▶ _Exercise objective_:
Every line of the material that includes the word "column" is to be shown.

▶ _Supplied data_:
* * *
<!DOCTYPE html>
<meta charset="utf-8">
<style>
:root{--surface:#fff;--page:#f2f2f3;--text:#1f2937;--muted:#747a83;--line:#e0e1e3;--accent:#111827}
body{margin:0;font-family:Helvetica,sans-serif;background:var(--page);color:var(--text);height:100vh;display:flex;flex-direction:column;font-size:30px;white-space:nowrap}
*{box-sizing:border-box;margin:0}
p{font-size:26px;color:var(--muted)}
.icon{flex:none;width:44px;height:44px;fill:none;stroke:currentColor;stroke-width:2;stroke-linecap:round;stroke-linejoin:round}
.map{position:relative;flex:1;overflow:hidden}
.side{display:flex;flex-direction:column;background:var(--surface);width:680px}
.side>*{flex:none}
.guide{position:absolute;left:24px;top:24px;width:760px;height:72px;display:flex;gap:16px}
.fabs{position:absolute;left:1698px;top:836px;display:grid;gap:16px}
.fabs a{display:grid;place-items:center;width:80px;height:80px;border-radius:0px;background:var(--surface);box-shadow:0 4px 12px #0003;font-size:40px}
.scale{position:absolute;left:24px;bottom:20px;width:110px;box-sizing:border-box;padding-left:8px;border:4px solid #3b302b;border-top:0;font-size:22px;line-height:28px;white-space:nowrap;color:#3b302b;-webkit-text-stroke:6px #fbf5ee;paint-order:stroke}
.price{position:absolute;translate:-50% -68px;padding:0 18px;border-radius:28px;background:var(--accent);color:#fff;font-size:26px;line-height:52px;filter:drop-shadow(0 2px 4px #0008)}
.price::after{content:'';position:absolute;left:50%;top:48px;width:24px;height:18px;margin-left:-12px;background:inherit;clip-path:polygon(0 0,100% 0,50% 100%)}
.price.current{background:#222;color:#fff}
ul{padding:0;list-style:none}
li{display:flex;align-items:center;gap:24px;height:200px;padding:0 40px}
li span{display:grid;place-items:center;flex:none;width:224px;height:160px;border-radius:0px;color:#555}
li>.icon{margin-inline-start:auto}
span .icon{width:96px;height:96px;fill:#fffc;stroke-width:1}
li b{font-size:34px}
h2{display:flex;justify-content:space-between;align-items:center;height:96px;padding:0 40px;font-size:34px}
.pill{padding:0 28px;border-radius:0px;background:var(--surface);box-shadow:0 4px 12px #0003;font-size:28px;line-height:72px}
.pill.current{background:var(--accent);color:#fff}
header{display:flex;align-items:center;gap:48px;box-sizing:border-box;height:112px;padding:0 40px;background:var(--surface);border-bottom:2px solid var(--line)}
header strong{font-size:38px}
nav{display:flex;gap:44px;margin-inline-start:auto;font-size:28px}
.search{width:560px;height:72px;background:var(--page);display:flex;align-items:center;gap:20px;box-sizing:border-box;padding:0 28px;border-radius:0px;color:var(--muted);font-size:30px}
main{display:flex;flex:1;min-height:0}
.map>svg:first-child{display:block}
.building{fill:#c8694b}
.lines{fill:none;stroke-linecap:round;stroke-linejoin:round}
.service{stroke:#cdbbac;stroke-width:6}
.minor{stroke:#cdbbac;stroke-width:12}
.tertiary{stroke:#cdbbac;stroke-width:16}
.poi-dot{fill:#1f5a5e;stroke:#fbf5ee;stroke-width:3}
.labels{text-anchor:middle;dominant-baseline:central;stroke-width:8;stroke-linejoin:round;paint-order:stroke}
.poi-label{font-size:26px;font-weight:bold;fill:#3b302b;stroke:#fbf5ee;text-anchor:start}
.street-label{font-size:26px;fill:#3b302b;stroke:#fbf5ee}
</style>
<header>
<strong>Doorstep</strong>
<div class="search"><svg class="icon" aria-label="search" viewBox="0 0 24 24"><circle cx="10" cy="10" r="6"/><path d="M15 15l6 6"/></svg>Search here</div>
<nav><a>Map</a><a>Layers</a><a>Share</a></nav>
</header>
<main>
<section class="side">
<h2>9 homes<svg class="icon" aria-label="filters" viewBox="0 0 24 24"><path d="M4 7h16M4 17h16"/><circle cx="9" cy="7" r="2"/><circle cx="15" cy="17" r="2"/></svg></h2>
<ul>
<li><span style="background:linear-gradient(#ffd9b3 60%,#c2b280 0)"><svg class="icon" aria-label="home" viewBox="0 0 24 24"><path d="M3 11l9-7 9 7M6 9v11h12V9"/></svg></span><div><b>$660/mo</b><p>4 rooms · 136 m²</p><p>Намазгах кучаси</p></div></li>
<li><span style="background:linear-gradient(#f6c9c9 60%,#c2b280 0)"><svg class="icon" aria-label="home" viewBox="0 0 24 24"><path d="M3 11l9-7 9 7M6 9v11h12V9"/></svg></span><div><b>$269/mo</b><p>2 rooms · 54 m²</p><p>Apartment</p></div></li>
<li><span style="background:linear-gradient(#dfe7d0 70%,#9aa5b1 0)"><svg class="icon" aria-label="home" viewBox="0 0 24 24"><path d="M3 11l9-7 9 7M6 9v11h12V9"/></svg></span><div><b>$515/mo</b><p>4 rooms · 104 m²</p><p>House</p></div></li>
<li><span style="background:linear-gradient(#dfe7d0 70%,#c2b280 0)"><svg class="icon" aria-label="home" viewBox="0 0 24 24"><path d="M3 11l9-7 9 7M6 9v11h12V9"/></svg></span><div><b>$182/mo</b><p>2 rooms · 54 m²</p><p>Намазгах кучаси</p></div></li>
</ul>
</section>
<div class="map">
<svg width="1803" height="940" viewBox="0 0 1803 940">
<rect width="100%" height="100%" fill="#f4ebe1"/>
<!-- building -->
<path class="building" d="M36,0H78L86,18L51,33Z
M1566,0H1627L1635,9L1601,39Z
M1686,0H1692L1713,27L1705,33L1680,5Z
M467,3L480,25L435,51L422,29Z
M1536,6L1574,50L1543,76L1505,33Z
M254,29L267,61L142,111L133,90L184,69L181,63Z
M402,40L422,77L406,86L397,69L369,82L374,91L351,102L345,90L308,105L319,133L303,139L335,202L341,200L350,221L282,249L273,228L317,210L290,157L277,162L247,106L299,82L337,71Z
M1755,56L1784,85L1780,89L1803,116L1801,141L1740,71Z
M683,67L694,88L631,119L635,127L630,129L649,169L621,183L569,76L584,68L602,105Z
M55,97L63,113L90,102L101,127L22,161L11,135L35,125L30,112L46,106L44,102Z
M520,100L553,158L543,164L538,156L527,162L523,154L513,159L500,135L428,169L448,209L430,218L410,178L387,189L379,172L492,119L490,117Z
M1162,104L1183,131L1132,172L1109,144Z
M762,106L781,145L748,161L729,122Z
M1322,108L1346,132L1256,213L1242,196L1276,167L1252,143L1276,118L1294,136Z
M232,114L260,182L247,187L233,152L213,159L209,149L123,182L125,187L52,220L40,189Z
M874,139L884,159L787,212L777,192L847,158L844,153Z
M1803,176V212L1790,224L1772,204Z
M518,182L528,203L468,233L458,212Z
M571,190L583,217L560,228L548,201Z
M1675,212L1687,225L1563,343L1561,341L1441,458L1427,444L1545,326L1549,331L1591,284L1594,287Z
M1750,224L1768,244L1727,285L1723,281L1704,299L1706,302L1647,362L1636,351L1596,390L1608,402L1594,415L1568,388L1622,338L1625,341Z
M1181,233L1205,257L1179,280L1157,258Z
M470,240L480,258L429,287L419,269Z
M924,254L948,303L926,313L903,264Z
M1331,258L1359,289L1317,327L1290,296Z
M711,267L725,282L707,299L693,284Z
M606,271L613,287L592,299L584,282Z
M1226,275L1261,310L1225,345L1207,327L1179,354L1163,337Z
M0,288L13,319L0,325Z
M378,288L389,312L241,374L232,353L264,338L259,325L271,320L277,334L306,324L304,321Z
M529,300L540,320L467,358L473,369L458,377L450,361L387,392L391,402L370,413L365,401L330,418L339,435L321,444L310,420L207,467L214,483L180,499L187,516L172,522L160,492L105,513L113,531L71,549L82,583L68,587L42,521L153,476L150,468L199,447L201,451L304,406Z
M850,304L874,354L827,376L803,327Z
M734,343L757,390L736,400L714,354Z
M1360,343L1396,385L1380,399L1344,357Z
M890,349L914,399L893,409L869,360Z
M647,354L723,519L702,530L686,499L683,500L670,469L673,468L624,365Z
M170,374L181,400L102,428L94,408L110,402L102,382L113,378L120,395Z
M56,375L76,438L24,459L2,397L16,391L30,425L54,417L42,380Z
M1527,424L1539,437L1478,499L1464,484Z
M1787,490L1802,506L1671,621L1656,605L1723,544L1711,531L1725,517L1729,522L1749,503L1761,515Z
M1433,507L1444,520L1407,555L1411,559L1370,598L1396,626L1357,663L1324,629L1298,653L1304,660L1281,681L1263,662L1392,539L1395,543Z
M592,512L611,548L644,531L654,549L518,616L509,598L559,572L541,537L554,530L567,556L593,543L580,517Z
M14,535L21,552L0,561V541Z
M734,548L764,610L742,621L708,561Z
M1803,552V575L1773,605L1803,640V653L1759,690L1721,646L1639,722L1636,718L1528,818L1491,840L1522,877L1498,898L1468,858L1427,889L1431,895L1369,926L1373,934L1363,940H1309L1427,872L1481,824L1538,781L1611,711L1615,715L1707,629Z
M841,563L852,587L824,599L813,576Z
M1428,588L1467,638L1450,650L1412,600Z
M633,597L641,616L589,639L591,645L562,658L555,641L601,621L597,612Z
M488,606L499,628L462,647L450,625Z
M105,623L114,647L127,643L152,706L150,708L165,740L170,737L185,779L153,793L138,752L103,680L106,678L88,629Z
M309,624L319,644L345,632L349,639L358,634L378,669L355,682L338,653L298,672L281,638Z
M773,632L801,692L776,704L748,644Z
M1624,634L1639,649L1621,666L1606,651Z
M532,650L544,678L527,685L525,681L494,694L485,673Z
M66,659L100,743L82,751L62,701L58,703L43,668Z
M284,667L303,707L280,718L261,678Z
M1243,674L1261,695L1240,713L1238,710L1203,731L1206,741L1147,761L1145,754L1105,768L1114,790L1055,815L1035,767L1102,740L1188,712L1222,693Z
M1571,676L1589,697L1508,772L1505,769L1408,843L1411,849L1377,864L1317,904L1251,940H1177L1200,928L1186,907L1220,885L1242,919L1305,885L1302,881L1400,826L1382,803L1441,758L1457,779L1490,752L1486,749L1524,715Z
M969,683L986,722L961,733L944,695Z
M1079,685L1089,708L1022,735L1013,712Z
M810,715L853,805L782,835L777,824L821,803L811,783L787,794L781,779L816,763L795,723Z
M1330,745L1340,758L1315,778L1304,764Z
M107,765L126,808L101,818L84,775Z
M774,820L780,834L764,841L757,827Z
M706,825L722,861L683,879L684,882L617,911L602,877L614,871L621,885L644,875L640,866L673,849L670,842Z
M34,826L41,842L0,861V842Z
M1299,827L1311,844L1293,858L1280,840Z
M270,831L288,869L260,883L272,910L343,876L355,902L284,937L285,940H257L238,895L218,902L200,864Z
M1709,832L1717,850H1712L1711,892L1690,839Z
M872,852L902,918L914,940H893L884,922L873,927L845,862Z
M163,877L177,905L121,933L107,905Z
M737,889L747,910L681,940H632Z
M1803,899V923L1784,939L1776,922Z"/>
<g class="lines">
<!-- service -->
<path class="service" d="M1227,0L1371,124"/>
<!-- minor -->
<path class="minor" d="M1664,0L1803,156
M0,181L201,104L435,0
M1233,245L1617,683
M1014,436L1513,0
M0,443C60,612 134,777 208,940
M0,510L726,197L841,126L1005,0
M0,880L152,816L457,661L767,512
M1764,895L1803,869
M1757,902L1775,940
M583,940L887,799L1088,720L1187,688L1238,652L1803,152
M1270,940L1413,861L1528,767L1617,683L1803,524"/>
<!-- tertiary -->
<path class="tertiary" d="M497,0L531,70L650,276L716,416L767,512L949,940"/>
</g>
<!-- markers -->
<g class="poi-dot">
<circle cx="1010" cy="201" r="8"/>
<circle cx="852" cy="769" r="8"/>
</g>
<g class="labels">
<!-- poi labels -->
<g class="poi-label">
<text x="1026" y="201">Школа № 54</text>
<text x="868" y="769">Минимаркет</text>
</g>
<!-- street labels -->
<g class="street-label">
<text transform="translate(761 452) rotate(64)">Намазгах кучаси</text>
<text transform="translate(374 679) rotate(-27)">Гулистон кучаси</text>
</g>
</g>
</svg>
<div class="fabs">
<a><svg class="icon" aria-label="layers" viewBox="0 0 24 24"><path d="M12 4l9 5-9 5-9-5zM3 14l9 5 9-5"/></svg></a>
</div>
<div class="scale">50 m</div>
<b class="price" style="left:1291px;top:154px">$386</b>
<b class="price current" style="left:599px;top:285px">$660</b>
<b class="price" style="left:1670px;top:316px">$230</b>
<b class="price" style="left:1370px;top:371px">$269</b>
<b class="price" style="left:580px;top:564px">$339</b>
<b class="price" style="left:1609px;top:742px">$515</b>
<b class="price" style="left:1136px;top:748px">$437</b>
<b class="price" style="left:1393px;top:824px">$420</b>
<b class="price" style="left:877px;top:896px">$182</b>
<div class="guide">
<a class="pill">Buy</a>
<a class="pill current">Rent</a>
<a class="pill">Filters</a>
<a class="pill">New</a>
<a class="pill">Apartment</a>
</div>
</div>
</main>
* * *
▶ _Answer to this exercise_:
body{margin:0;font-family:Helvetica,sans-serif;background:var(--page);color:var(--text);height:100vh;display:flex;flex-direction:column;font-size:30px;white-space:nowrap}
.side{display:flex;flex-direction:column;background:var(--surface);width:680px}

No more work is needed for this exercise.